Ofen, when making such an argument, the advocate is describing genuinely important findings by eminent researchers. The problem arises with the way the studies are combined and interpreted.
For exmaple, each of the four above descriptions of studies (and I'm sorry, I didn't have a chance to add in specific references for this example) uses entirely different, uncorrelated measures, to measure entirely different traits. The Gee-Whiz EI argument, however, is based on one of the popularized, broad EI definitions, and lumps all the different findings together as if they made the same point.
In reality, the logic of the Gee-Whiz argument revealed, is something like this:
The logic, in the abstract, of the Gee-Whiz argument...
Study 1 uses measure A of Trait B to predict an important life outcome, outcome C -- and that's important.
Study 2 uses measure D of Trait E to predict an important life outcome, outcome F -- and that's important.
Study 3 uses measure G of Trait H to predict an important life outcome, outcome I -- and that's important.
Study 4 uses measure J of Trait K to predict an important life outcome, outcome L -- and that's important.
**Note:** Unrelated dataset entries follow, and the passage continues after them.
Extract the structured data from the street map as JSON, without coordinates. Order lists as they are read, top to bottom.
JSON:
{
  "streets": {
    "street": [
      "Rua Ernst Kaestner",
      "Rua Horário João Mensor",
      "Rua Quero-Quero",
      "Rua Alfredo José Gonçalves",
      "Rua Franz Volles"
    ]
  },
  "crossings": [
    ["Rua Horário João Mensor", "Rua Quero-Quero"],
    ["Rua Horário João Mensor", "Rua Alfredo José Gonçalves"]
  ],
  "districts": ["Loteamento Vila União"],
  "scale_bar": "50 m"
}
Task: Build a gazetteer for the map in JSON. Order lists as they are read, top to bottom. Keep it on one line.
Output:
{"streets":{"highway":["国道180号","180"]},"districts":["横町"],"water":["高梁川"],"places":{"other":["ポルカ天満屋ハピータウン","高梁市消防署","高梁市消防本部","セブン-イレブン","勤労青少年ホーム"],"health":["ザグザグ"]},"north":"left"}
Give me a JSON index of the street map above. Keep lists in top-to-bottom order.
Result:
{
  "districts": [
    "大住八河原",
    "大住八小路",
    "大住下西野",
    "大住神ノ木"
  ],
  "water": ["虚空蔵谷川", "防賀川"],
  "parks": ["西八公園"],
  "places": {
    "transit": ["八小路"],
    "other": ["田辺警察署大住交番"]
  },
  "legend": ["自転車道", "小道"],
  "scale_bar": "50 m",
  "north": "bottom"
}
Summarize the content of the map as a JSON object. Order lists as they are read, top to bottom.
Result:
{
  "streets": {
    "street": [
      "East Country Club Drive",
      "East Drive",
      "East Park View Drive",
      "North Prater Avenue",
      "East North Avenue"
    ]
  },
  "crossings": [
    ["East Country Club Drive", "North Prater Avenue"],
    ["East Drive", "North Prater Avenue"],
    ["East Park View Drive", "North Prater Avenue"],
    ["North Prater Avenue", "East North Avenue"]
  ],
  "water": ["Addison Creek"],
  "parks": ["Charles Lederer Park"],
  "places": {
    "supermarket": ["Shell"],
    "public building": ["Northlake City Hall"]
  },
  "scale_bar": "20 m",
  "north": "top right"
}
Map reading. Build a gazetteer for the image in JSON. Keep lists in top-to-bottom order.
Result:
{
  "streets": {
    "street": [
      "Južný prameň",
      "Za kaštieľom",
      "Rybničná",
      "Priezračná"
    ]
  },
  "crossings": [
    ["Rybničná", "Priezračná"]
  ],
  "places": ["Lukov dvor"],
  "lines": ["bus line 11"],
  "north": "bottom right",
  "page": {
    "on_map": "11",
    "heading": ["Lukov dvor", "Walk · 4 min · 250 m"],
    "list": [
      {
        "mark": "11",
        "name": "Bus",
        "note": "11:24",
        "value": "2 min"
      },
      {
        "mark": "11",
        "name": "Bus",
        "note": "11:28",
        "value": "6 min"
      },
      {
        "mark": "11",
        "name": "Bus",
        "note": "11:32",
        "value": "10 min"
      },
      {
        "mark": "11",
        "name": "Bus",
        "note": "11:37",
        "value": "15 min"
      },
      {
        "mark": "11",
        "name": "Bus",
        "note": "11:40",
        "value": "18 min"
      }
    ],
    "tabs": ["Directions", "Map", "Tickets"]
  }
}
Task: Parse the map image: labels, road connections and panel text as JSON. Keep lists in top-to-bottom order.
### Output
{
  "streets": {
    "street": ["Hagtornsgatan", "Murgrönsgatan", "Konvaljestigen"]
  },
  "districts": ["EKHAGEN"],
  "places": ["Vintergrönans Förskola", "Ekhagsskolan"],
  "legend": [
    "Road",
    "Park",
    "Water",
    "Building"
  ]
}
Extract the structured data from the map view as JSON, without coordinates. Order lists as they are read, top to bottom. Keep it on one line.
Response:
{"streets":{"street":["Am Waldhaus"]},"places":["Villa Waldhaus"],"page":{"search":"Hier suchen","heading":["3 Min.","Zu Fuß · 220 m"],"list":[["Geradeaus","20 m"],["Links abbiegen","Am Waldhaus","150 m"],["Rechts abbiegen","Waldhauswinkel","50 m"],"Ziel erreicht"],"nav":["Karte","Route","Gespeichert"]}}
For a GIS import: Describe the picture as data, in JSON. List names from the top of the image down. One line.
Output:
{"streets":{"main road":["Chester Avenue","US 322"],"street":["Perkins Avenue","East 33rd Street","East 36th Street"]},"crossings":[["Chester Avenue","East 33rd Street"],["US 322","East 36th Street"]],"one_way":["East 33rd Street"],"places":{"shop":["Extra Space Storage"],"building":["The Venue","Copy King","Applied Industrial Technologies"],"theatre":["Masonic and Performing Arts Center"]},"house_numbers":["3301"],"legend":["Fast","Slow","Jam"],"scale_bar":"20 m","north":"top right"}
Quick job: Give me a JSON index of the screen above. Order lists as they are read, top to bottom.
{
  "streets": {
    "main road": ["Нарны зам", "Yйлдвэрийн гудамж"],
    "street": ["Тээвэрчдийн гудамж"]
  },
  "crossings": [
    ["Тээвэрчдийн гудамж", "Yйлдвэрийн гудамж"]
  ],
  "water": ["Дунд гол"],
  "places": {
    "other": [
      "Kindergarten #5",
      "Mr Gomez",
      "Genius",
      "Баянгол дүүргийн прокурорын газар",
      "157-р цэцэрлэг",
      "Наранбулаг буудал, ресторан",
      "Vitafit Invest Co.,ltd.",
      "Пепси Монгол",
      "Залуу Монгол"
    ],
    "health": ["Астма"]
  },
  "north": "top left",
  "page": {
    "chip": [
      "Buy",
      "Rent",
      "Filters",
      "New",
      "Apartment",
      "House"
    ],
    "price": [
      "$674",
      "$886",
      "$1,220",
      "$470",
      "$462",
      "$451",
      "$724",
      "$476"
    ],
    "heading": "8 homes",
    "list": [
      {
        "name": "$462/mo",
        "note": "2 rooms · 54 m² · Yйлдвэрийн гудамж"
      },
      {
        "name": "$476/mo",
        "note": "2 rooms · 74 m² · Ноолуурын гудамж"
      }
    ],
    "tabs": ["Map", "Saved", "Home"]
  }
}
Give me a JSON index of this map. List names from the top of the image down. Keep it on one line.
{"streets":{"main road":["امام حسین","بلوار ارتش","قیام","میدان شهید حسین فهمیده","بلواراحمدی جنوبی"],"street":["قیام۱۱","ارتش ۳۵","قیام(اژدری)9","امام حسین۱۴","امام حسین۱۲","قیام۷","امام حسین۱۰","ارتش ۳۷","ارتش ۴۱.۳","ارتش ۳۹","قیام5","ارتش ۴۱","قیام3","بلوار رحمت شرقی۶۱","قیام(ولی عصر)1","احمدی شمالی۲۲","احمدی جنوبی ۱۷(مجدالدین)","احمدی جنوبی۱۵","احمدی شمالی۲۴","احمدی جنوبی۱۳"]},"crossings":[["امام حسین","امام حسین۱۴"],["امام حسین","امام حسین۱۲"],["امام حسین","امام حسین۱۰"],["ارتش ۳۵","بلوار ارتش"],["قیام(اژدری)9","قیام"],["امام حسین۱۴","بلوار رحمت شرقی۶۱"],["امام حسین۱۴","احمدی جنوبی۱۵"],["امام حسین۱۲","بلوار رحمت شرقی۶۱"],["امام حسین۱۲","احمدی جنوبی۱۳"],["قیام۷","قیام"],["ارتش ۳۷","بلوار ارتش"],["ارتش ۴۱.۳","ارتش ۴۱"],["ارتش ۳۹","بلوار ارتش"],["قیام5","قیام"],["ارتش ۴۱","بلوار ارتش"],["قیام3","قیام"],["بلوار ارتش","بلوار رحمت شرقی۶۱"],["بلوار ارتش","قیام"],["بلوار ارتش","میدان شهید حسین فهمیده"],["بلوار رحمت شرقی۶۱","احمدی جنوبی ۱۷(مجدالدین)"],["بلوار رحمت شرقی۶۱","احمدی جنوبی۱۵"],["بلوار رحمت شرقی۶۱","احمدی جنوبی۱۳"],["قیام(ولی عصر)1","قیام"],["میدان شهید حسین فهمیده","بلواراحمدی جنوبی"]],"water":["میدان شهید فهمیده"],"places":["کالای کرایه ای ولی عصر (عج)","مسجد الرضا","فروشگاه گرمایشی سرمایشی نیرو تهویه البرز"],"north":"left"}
Measures A, D, G, and J, and Traits B, E, H, and K can all be combined -- wow that must be important!
The Gee-Whiz EI argument fails to recognize that one can't make an argument about a coherent thing -- emotional intelligence -- by combining together studies that use different, often uncorrelated, measures to measure different different traits that predict differnet outcomes.
One could use the above evidence to make the claim that a number of important relationships exist in psychology among various measures and important outcomes. One could further make the claim that there are a number of important psycho-socio-emotional relationships in life. One cannot, however, claim that EI is important, just because some popular-press definition of the concept is so broad as to include just about every social, emotional, and psychological variable studied by personality and social psychologists!
Consider the following analogy as a way of making this still clearer. Let's say that one wished to claim that Vitamin X was a powerful new vitamin. An appropriate method of proving this would be to study valid measures of Vitamin X that defined Vitamin X in the same, specific manner, and then to use those measures to see what high and low levels of Vitamin X predicted.
To continue with the analogy, the EI proponent above, however, would in this case claim that Vitamin X can be defined as including Vitamin A, B, D, and K (but, arbitrarily, not C). Each of those vitamins predict important health benefits, therefore Vitamin X is the most powerful of them all! The problem is that Vitamin X is left as ill-defined. In fact, it isn't anything at all. It would, of course, be okay to say that vitamins as a whole are important, just as, above, it is reasonable to say that personality or psychological variables as a whole are important.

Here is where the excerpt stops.